Just keep that picture of the high school boy in your mind’s eye. Sometimes I think that’s the only thing that has sustained my wife through our 19 years of marriage:) Luckily for me, she decided long ago to love me no matter how she happened to feel about me at any given time. I know she often feels like nothing more than a maid and cook in our house. But, I do love and appreciate everything she does for me/us. I’m sure he feels the same. Really!
Mister Jeff!
How are you?! It is good to see you. Haven’t seen any activity on your site this summer. Been hoping all is well with you and your clan.
Thanks for this. I know he does. I know, I know, I know. And then I get all guilty for entertaining even the wisp of an otherwise notion. It’s a roller coaster ride, but the ink & envelope help it not to fester inside.

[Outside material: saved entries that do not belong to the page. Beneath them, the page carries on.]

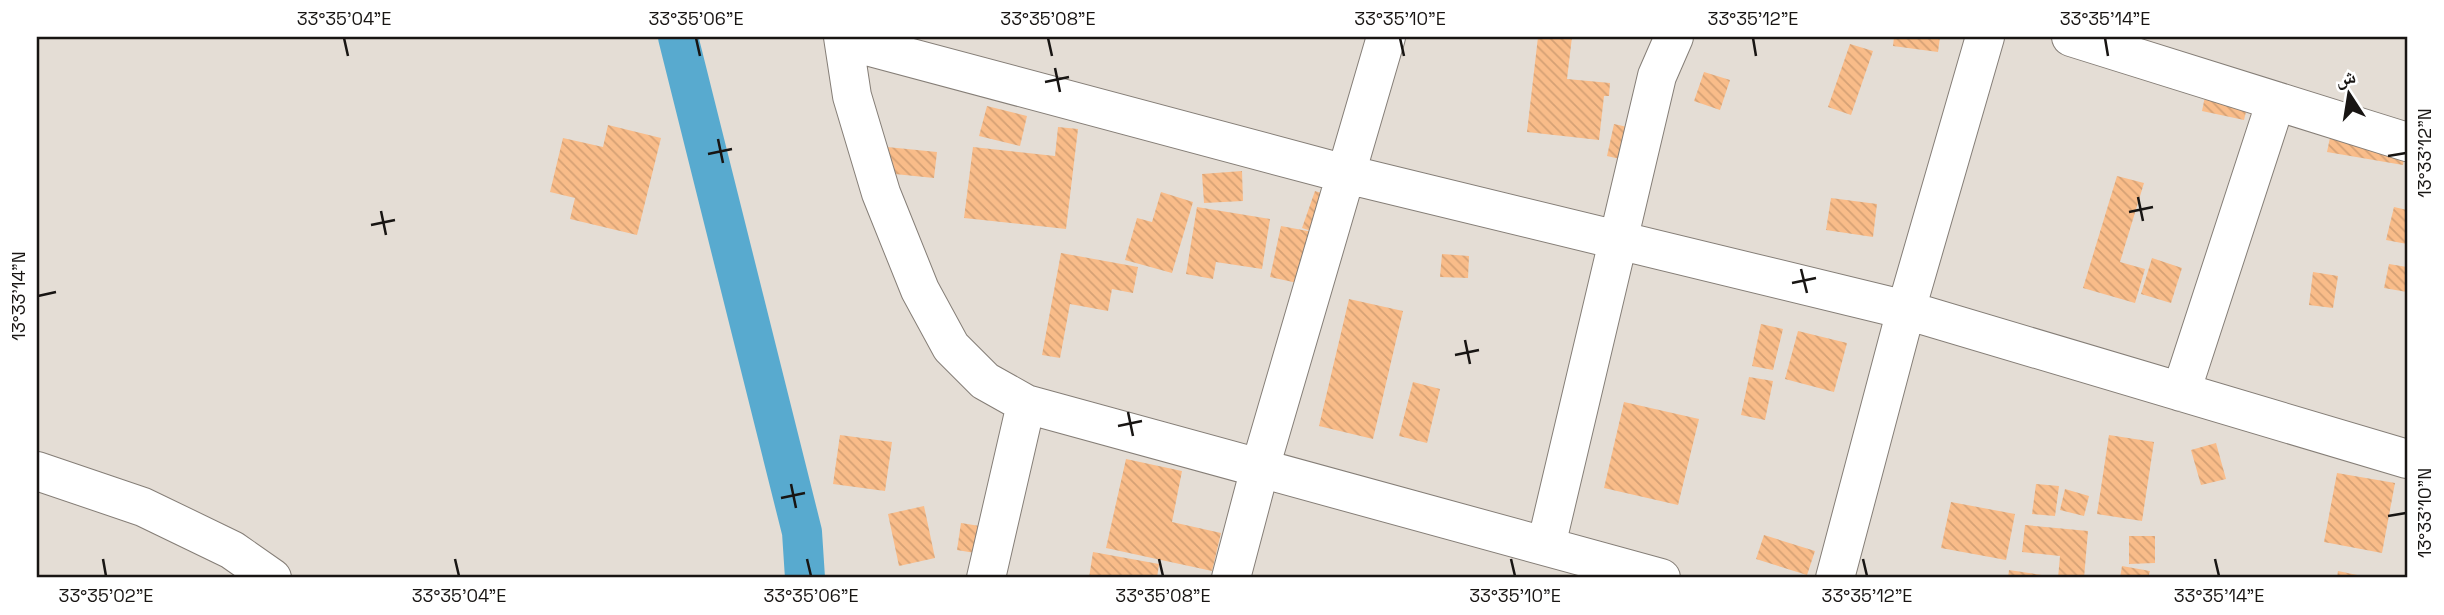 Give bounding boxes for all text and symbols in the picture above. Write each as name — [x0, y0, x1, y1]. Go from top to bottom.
text: 33°35'04"E — [297, 7, 391, 30]
text: 33°35'06"E — [648, 7, 744, 30]
text: 33°35'08"E — [1000, 7, 1096, 30]
text: 33°35'10"E — [1354, 7, 1446, 30]
text: 33°35'12"E — [1708, 7, 1798, 30]
text: 33°35'14"E — [2060, 7, 2150, 30]
north arrow — [2314, 60, 2384, 130]
text: ش — [2333, 64, 2358, 92]
text: 13°33'12"N — [2413, 108, 2436, 198]
text: 13°33'14"N — [7, 251, 30, 341]
text: 13°33'10"N — [2413, 468, 2436, 558]
text: 33°35'02"E — [59, 584, 153, 607]
text: 33°35'04"E — [412, 584, 506, 607]
text: 33°35'06"E — [763, 584, 859, 607]
text: 33°35'08"E — [1115, 584, 1211, 607]
text: 33°35'10"E — [1469, 584, 1561, 607]
text: 33°35'12"E — [1822, 584, 1912, 607]
text: 33°35'14"E — [2174, 584, 2264, 607] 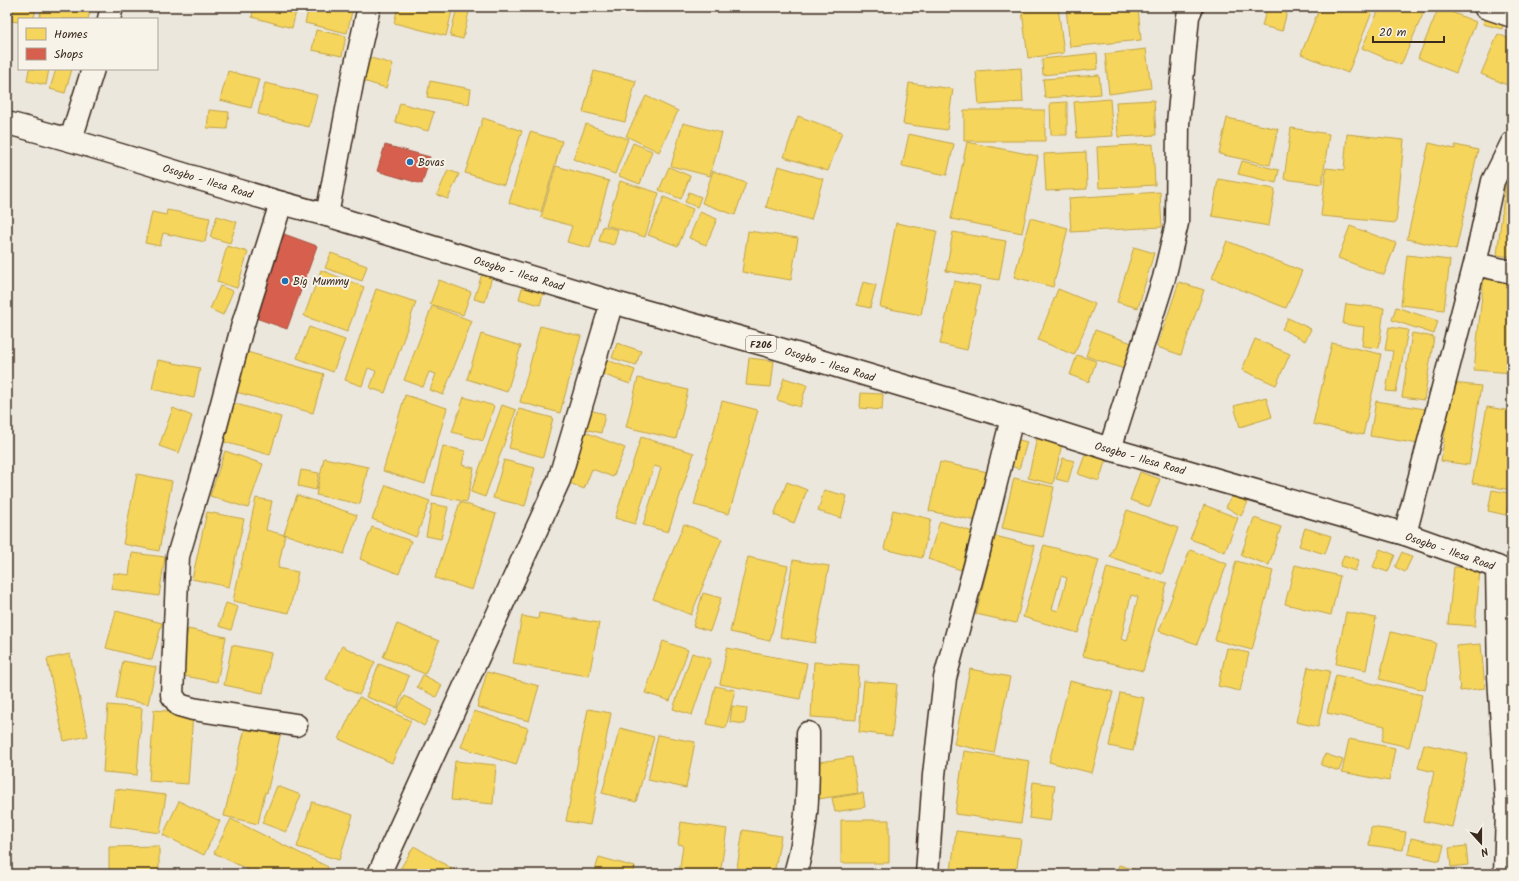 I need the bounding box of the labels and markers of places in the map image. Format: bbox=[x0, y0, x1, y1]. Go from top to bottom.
place label: Bovas bbox=[418, 154, 445, 172]
marker: Bovas bbox=[405, 157, 415, 167]
place label: Big Mummy bbox=[293, 273, 350, 291]
marker: Big Mummy bbox=[280, 276, 290, 286] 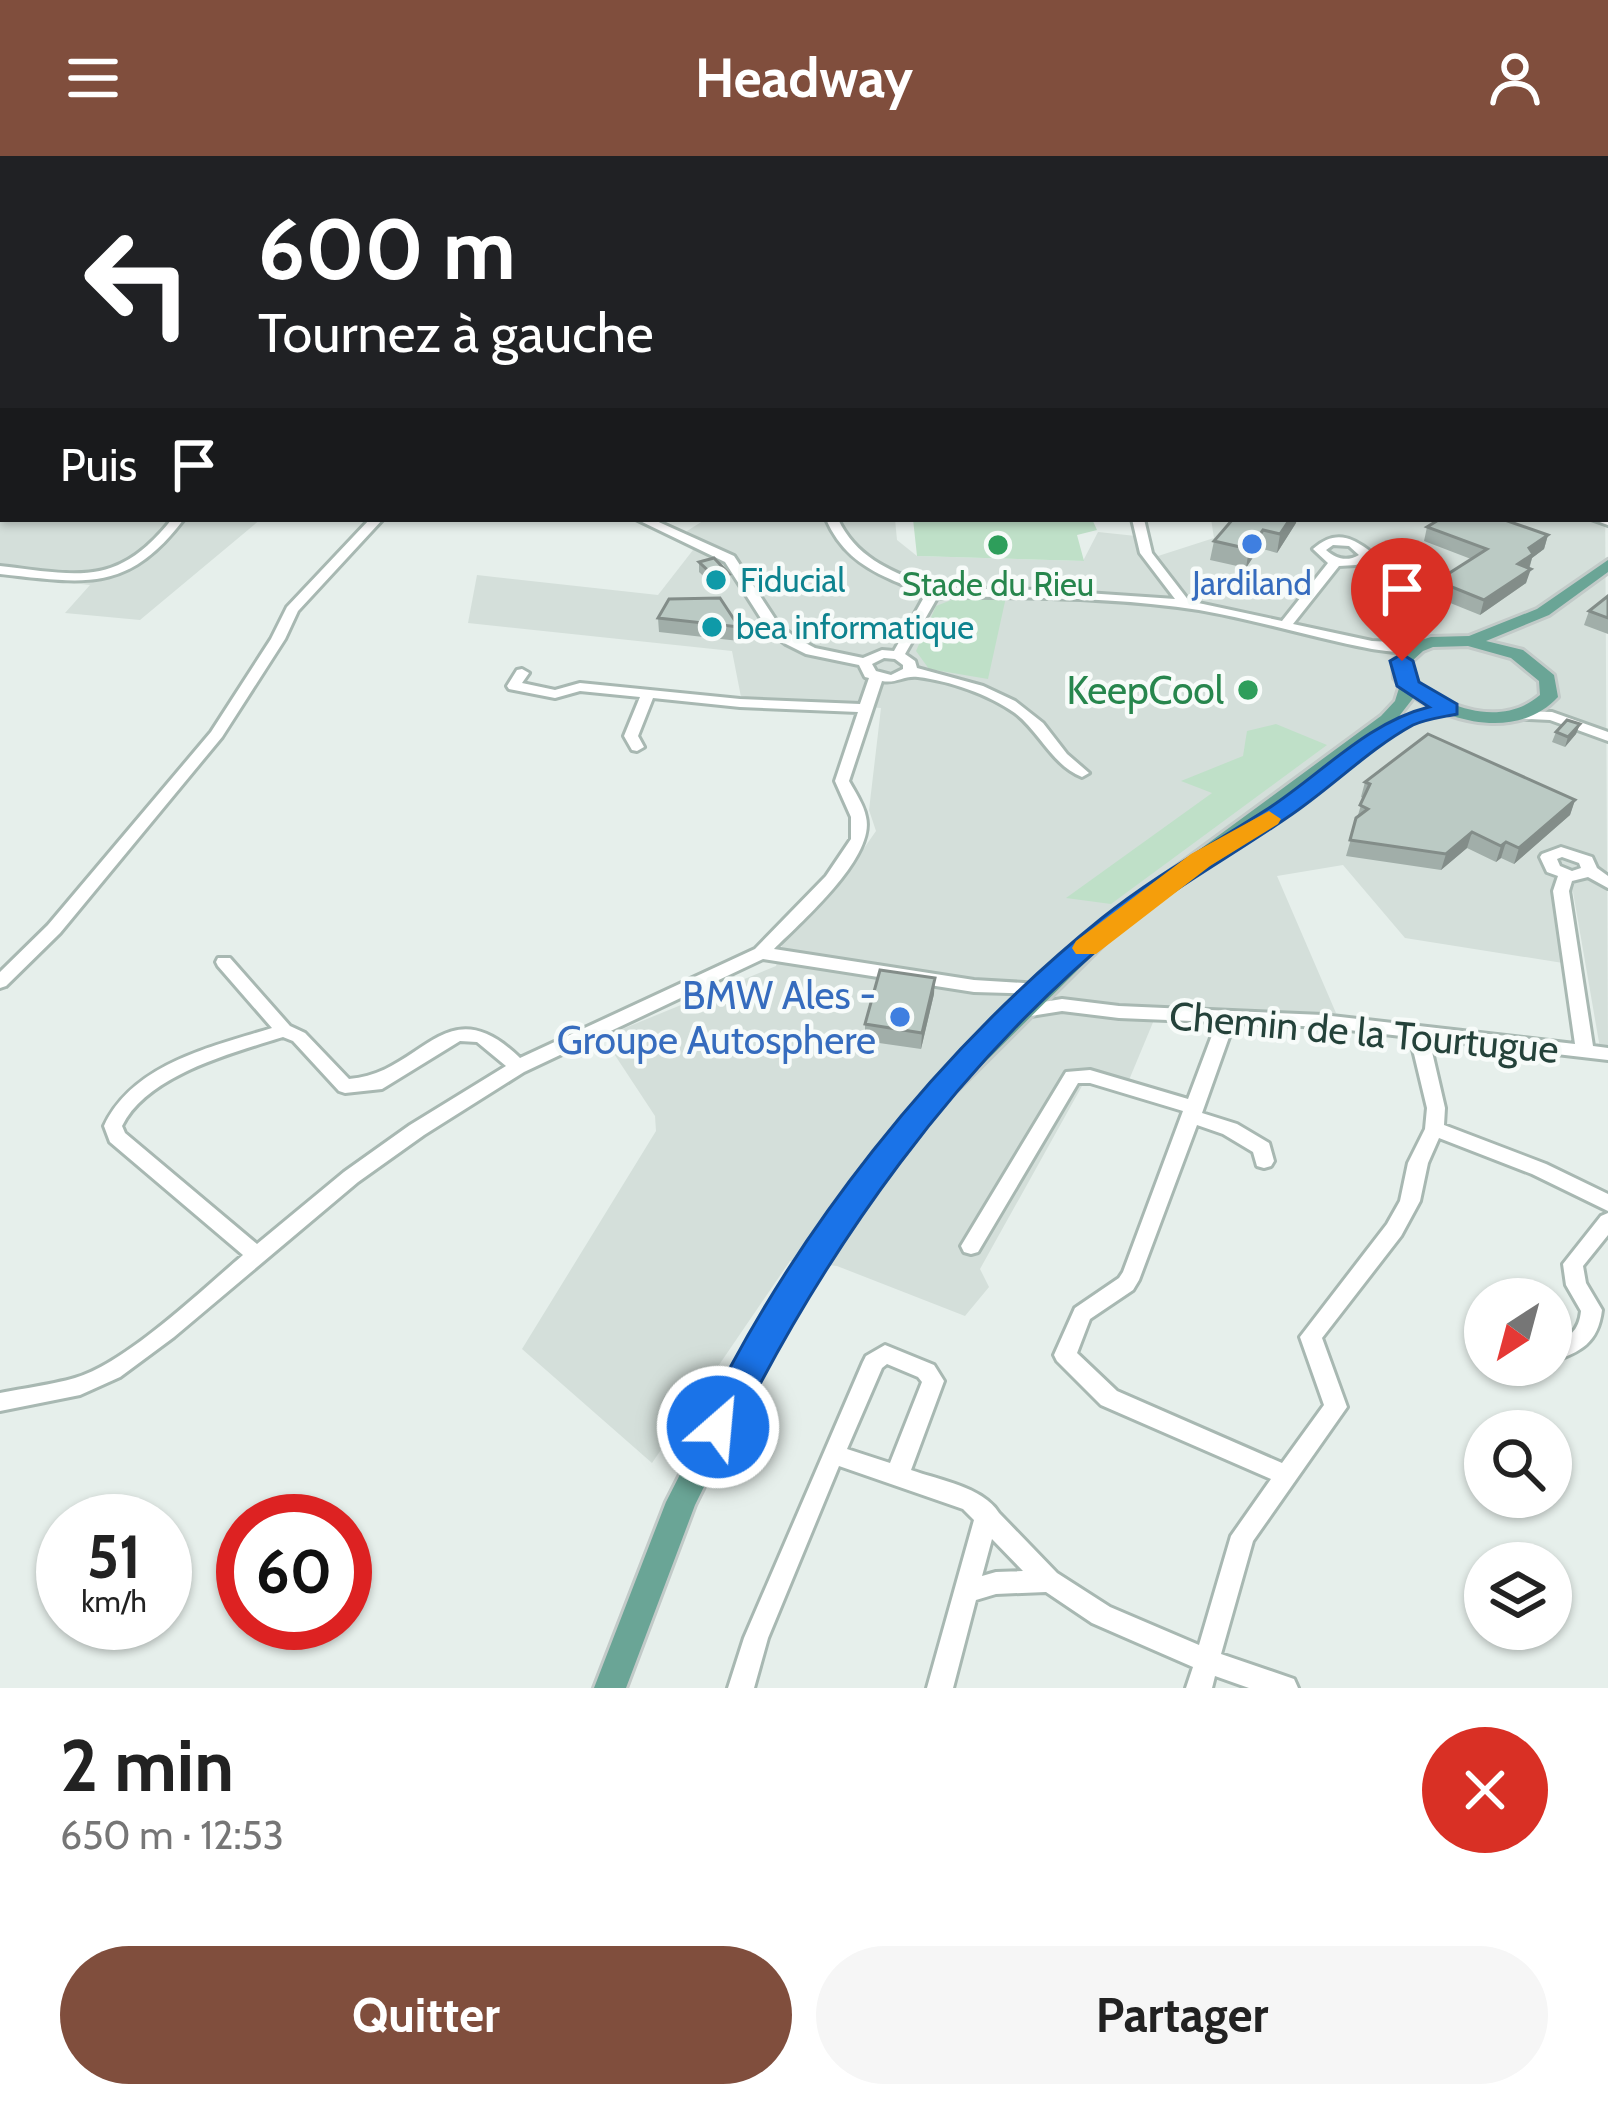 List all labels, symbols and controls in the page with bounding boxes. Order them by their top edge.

Blessings to you and your family.
Hey, you. I know this kind of ache too. I understand this one fer sure. My man gets the creative thing because he is a musician, but it’s the time involved in crafting the good write that he doesn’t understand. *sigh*. I think we all need to say that prayer, Darlene. Love is sooo complicated. Isn’t that wonderful?
Miss Laura,
Indeed, that what is worthy and wonderful is not always simple. I don’t know how it’s done outside of the Lord’s grasp.
Blessings.
Ink on paper in the middle of mundane. That’s what I love. Flipping pancakes with a pen in my hand. Folding clothes with paper nearby. Almost dreaming yet reaching for the pencil in the dark. One hand typing rocking a grandbaby in my arms. Taken in parts I see frustration. Looked back on I see a life.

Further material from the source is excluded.